Top Spanish businessmen attending a forum in Madrid on Tuesday dismissed the possibility of savers in Spain suffering the imposition of a levy on their bank deposits as is being proposed in Cyprus.
At the presentation of a document titled Spain, a country of opportunities, drawn up by the Business Council for Competitiveness, which groups together the 17 biggest companies in the country, the financial director of leading lender Banco Santander, José Antonio Álvarez, insisted that the situation in Spain is very different from that of Cyprus where the volume of deposits is four to five times the size of the Mediterranean country’s GDP. The figure in Spain is only one to 1.2 times GDP.
The Cypriot parliament on Tuesday rejected the planned levy despite President Nikos Anastasiadis’ proposal to exempt deposits of under 20,000 euros. There were 35 votes against and 19 abstentions in the 59-seat parliament. Anastasiadis, who was in contact with German Chancellor Angela Merkel during negotiations on the plan, said earlier Tuesday that he had the “feeling it would be rejected.
Álvarez said the banking system in Cyprus is of a singular nature and what is happening there is “not applicable” to Spain, although he added he understood why events on the Mediterranean island had made savers in other euro-zone countries nervous.
César Alierta, the chairman of telecoms giant Telefónica, who also attended the forum, said none of the investors with whom he has frequent contact had asked him about Cyprus and how the situation there could affect Spain. “It doesn’t affect us at all,” Alierta said.
However, the Spanish financial markets remained jittery. Spain’s risk premium widened a further 14 basis points on Tuesday to 369, while the blue-chip Ibex 35 index shed 2.20 percent.

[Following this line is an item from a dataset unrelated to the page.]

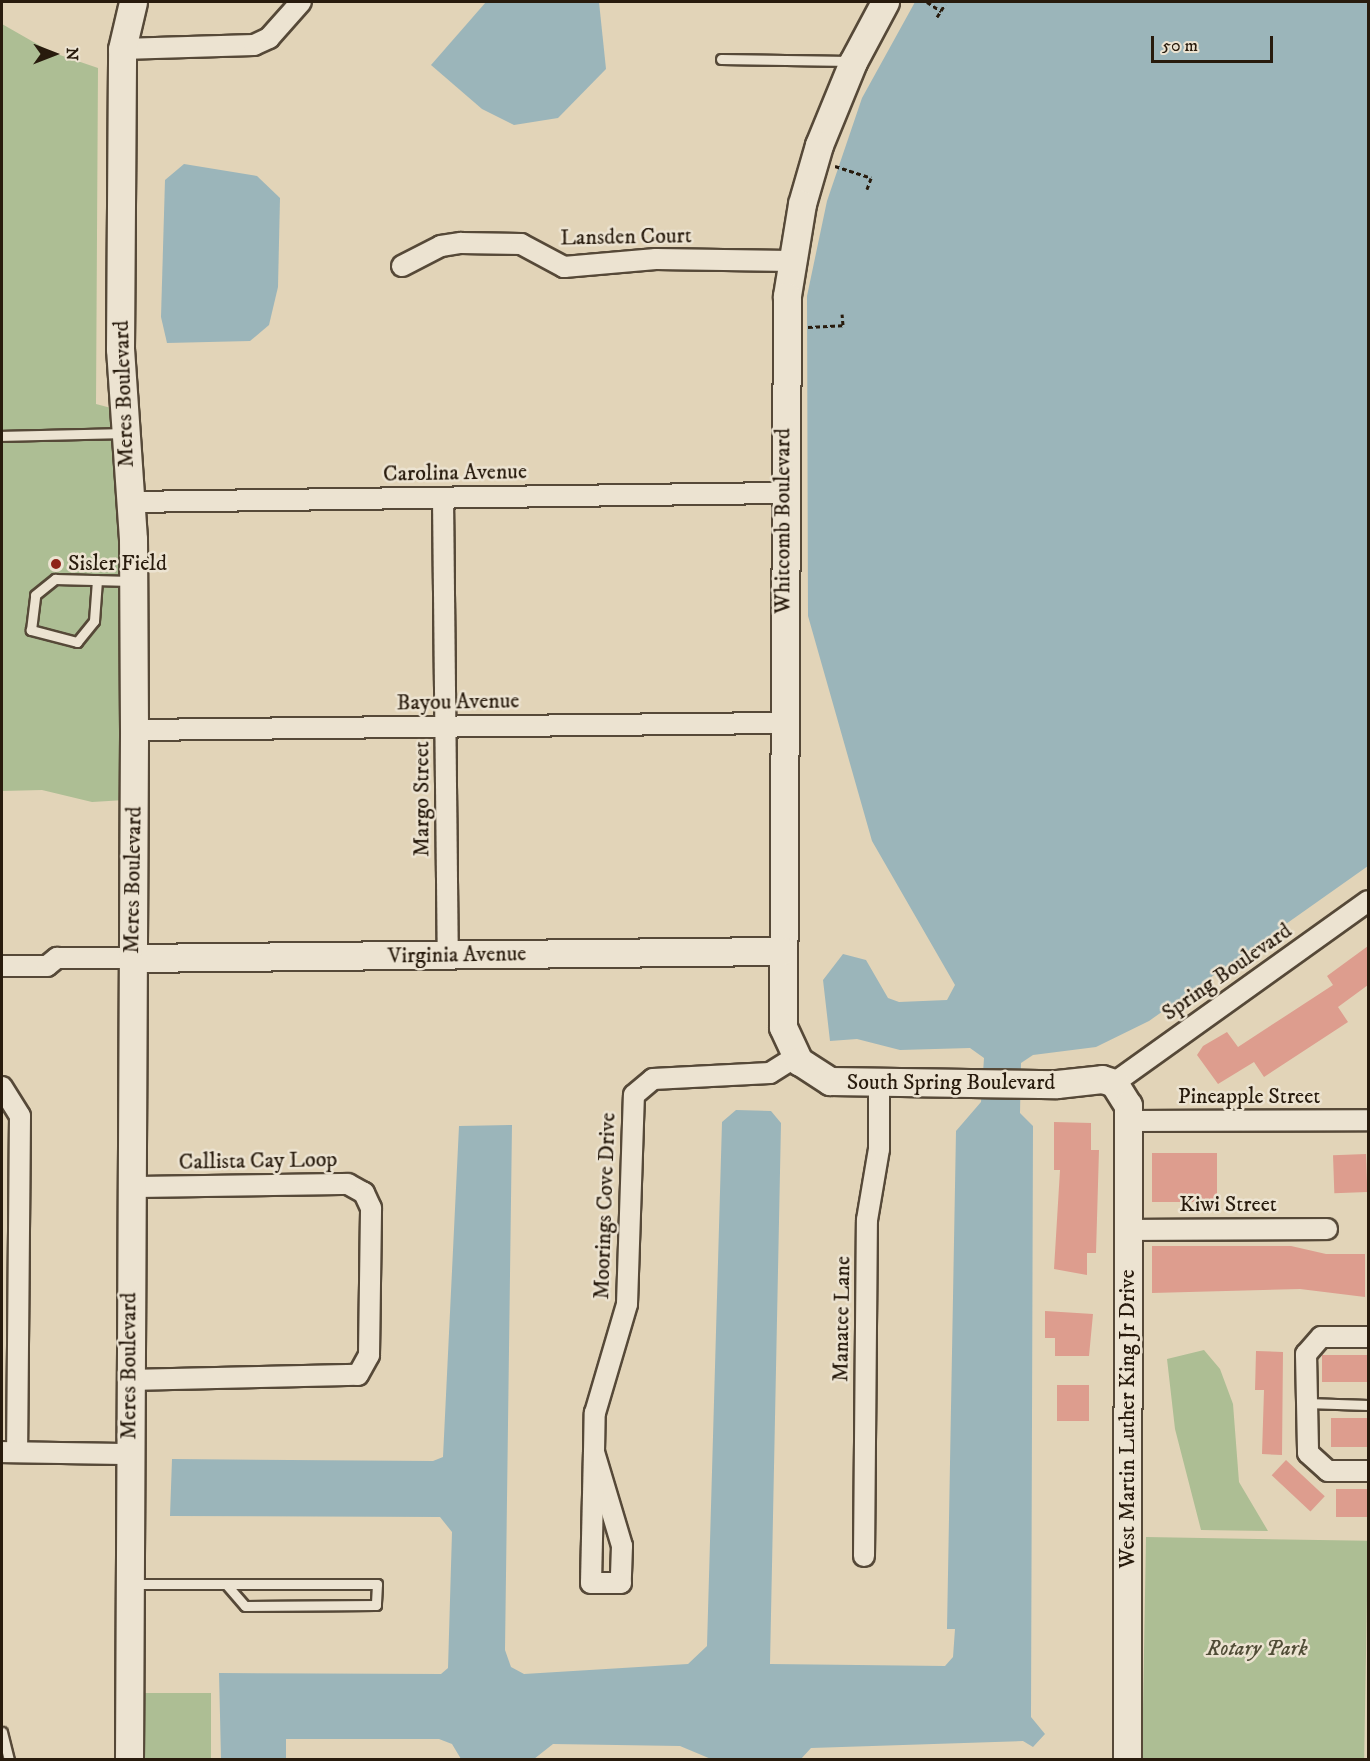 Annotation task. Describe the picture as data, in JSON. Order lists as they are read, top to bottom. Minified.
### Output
{"streets":{"street":["Lansden Court","Meres Boulevard","Carolina Avenue","Whitcomb Boulevard","Bayou Avenue","Margo Street","Virginia Avenue","Spring Boulevard","South Spring Boulevard","Pineapple Street","Callista Cay Loop","Kiwi Street","Moorings Cove Drive","Manatee Lane","West Martin Luther King Jr Drive"]},"crossings":[["Lansden Court","Whitcomb Boulevard"],["Meres Boulevard","Carolina Avenue"],["Meres Boulevard","Bayou Avenue"],["Meres Boulevard","Virginia Avenue"],["Meres Boulevard","Callista Cay Loop"],["Carolina Avenue","Whitcomb Boulevard"],["Carolina Avenue","Margo Street"],["Whitcomb Boulevard","Bayou Avenue"],["Whitcomb Boulevard","Virginia Avenue"],["Whitcomb Boulevard","South Spring Boulevard"],["Whitcomb Boulevard","Moorings Cove Drive"],["Bayou Avenue","Margo Street"],["Margo Street","Virginia Avenue"],["Spring Boulevard","South Spring Boulevard"],["Spring Boulevard","West Martin Luther King Jr Drive"],["South Spring Boulevard","Moorings Cove Drive"],["South Spring Boulevard","Manatee Lane"],["South Spring Boulevard","West Martin Luther King Jr Drive"],["Pineapple Street","West Martin Luther King Jr Drive"],["Kiwi Street","West Martin Luther King Jr Drive"]],"parks":["Rotary Park"],"places":["Sisler Field"],"scale_bar":"50 m","north":"right"}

Alierta, who is chairman of the Business Council, said he expects the domestic economy to start to grow again in the last quarter of this year, but added that the pace of activity would not reach the level necessary to create jobs until next year.
The Telefónica chairman said GDP is expected to contract 0.3 percent in the second quarter, post zero growth in the third, and expand 0.3 percent in the last quarter.